„weichgespülte Ergebnisse“

Patientenschützer und Pflegende kritisieren Pflegegipfel

Kein „großer Wurf“: Bei einigen Teilnehmern des Pflegegipfels herrscht nach der Veranstaltung Ernüchterung. Pflegeministerin Huml betont: „Wir sind am Thema dran.“

Nürnberg - Patientenschützer und Pflegende haben den bayerischen Pflegegipfel kritisiert. Der Vorstand der Deutschen Stiftung Patientenschutz, Eugen Brysch, zeigte sich nach der Veranstaltung „ernüchtert“: Es seien lediglich „vom bayerischen Gesundheitsministerium weichgespülte Ergebnisse präsentiert“ worden. „Gesundheitsministerin Huml fehlte der Mut, große Schritte nach vorn zu gehen“, sagte Brysch. 

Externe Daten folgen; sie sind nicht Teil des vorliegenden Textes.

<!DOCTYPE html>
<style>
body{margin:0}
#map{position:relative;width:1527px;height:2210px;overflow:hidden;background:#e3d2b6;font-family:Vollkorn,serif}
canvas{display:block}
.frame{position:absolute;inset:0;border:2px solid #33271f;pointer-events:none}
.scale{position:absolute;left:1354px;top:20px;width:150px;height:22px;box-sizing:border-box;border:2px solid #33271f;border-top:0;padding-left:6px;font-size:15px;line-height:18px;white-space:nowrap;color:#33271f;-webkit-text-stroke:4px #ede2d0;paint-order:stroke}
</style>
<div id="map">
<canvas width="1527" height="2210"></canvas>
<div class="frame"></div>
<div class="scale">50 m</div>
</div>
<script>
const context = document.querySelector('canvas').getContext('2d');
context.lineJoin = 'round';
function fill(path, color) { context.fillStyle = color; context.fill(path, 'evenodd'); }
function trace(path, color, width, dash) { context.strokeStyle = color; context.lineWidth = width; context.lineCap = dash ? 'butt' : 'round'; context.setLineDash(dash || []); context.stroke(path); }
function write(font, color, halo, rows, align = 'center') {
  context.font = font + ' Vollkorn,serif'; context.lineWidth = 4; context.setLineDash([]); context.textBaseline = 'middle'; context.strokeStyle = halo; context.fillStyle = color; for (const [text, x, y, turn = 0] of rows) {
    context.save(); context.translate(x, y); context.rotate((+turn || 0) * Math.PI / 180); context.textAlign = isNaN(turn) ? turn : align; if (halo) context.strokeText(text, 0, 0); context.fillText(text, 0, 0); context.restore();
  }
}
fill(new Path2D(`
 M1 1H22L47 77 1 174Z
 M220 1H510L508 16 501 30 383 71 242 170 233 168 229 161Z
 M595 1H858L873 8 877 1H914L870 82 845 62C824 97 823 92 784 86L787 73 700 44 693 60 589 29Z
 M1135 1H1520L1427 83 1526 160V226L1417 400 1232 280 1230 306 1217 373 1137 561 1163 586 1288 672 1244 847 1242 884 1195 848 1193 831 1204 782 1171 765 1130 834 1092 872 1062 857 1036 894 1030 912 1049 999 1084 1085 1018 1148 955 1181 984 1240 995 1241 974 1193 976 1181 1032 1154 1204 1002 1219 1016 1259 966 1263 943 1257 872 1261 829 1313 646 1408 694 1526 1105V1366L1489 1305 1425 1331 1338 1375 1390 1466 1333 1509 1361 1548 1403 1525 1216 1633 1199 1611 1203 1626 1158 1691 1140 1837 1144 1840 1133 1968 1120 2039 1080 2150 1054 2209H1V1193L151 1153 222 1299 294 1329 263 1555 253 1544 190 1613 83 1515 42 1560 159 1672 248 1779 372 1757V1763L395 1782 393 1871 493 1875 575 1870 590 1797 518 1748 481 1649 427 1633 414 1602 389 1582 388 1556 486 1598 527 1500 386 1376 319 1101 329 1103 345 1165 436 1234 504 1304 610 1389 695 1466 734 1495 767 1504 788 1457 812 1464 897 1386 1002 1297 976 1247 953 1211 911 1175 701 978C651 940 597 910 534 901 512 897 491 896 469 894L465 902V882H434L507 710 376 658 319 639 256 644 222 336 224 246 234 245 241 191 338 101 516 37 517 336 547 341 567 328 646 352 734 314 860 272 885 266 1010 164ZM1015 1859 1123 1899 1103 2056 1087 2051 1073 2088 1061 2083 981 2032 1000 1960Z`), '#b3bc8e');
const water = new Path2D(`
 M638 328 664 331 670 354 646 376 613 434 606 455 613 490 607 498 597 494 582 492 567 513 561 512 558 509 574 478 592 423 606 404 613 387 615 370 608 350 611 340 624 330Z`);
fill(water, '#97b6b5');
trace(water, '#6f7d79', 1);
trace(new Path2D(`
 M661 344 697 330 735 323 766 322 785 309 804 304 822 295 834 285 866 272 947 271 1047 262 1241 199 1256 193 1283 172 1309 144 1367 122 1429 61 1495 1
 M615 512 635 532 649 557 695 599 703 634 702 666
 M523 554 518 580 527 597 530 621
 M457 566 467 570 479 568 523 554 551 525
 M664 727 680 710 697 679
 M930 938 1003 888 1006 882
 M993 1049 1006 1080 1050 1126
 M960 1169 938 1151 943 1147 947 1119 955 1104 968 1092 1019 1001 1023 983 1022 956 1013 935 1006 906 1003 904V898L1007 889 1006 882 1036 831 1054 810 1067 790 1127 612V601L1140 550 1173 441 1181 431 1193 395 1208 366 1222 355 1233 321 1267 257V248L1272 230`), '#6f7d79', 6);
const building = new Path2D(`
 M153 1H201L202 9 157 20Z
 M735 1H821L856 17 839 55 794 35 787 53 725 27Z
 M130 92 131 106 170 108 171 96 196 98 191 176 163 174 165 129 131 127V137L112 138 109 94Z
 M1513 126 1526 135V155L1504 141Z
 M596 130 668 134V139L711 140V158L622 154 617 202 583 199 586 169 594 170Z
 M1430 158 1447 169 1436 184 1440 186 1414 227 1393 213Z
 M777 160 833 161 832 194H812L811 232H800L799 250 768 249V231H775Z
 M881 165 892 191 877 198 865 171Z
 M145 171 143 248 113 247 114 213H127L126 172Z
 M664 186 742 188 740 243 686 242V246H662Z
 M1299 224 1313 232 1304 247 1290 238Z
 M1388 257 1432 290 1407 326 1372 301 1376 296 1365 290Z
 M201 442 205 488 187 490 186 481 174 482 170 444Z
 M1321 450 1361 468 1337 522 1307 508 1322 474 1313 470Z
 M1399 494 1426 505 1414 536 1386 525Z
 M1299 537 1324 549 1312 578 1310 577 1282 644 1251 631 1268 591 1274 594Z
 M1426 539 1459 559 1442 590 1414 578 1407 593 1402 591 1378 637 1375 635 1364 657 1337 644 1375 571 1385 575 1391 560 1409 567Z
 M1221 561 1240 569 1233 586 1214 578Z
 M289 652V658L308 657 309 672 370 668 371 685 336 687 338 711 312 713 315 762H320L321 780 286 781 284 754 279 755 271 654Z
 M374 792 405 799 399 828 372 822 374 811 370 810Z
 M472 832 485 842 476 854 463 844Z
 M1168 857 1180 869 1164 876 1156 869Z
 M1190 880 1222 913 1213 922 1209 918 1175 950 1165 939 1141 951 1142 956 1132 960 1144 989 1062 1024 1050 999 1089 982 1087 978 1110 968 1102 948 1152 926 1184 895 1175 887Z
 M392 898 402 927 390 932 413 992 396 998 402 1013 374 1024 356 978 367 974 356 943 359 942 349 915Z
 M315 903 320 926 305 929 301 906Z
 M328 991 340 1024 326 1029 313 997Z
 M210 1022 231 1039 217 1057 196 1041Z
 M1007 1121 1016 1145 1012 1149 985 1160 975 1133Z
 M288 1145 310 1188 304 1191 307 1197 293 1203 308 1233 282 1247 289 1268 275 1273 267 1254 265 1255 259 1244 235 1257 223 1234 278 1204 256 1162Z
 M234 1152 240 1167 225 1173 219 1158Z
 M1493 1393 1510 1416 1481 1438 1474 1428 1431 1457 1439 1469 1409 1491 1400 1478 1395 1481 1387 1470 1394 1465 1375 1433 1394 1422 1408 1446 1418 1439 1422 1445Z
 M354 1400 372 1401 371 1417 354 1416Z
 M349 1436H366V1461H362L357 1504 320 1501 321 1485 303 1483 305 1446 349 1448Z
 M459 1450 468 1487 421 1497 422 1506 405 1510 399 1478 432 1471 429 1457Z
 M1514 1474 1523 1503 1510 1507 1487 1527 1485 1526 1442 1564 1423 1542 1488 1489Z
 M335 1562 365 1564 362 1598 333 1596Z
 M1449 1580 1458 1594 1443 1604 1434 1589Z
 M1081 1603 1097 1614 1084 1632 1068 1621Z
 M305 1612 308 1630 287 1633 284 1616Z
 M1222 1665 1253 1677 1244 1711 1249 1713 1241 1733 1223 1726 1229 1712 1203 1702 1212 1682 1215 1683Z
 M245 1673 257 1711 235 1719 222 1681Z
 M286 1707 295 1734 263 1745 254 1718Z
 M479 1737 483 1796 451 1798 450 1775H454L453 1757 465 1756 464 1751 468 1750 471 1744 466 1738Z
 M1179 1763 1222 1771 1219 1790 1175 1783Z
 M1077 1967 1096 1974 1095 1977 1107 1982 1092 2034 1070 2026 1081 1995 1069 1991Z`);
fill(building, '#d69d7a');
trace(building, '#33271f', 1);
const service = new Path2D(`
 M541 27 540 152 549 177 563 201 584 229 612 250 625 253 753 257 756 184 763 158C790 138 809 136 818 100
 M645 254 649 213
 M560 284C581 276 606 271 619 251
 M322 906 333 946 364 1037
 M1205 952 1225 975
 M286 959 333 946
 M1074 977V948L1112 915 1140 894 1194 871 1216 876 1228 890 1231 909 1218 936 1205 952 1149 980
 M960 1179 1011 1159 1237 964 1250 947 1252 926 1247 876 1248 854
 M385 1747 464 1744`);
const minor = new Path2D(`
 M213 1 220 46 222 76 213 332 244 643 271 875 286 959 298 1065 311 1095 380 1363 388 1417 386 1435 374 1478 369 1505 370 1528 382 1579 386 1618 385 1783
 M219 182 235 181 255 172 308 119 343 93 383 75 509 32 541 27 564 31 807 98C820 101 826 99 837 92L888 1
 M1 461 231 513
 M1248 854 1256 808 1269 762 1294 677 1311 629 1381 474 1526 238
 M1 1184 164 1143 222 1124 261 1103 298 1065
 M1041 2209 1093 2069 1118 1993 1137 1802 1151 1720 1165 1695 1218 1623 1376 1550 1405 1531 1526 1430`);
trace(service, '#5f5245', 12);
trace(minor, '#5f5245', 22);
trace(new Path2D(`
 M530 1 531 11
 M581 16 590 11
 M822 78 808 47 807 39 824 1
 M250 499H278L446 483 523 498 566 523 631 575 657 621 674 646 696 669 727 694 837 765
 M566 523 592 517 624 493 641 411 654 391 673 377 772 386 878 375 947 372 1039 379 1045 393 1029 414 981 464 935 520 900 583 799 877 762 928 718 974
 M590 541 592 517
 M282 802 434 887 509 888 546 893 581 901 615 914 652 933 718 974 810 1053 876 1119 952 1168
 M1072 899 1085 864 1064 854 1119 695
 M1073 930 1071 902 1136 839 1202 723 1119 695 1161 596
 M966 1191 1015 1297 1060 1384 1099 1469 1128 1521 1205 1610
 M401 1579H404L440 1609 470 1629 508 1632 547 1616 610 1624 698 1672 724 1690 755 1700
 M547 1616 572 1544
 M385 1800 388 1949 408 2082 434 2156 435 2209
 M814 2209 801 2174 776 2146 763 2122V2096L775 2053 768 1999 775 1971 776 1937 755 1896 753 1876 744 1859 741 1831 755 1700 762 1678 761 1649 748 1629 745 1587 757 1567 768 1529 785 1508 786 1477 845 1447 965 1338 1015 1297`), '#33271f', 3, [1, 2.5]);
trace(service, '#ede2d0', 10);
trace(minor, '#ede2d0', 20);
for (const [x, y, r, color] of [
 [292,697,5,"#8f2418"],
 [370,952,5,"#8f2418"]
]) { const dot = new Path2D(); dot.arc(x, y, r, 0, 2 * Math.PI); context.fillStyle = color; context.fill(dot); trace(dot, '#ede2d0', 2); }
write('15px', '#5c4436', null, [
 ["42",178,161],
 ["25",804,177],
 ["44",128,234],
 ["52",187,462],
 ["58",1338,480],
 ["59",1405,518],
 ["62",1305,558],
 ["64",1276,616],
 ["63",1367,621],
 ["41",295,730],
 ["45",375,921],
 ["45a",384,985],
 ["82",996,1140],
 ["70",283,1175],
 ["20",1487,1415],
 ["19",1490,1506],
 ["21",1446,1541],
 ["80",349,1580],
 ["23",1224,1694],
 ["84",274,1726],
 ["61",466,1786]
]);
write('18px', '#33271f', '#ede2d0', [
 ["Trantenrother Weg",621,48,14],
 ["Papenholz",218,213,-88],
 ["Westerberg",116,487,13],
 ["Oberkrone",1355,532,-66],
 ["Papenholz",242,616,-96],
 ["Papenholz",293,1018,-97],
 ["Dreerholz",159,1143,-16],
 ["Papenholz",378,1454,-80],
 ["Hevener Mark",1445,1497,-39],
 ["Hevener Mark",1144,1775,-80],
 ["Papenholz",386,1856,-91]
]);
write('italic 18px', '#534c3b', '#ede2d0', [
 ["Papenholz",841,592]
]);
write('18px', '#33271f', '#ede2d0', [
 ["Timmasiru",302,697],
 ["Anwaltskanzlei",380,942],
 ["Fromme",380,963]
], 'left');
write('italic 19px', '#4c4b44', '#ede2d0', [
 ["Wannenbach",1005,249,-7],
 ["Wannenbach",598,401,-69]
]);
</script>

„Der große Wurf fehlte, um die Probleme beim Personalnotstand anzupacken.“

Auch Marliese Biederbeck, Geschäftsführerin des Deutschen Berufsverbands für Pflegeberufe Bayern-Mitteldeutschland, sagte: „Der große Wurf fehlte, um die Probleme beim Personalnotstand anzupacken.“

Ihr Verband werde genau beobachten, was die Politik bei Gehältern und Arbeitsbedingungen tue. „Hier muss etwas passieren“, sagte Biederbeck. Wenn Arbeitgeber und Gewerkschaften es nicht schafften, einen Gehaltsanstieg zu erreichen, müsse der Staat eingreifen. „Und dabei reicht es nicht, einen Mindestlohn festzulegen.“

Der krankenhauspolitische Sprecher der Linken im Bundestag, Harald Weinberg, bezeichnete den Gipfel als „Schaufensterveranstaltung zwei Monate vor der Wahl“. Doch damit könnten Bundesgesundheitsminister Hermann Gröhe (CDU) und seine bayerische Amtskollegin Melanie Huml (CSU) ihre Versäumnisse der vergangenen Jahre nicht vergessen machen. „Die Arbeitsbedingungen in der Pflege verschlechtern sich immer weiter“, sagte Weinberg. Während in Norwegen eine Pflegekraft vier Patienten betreue, betrage der Schlüssel in Deutschland 1:10. Weinberg forderte daher eine gesetzliche Mindestpersonalbemessung.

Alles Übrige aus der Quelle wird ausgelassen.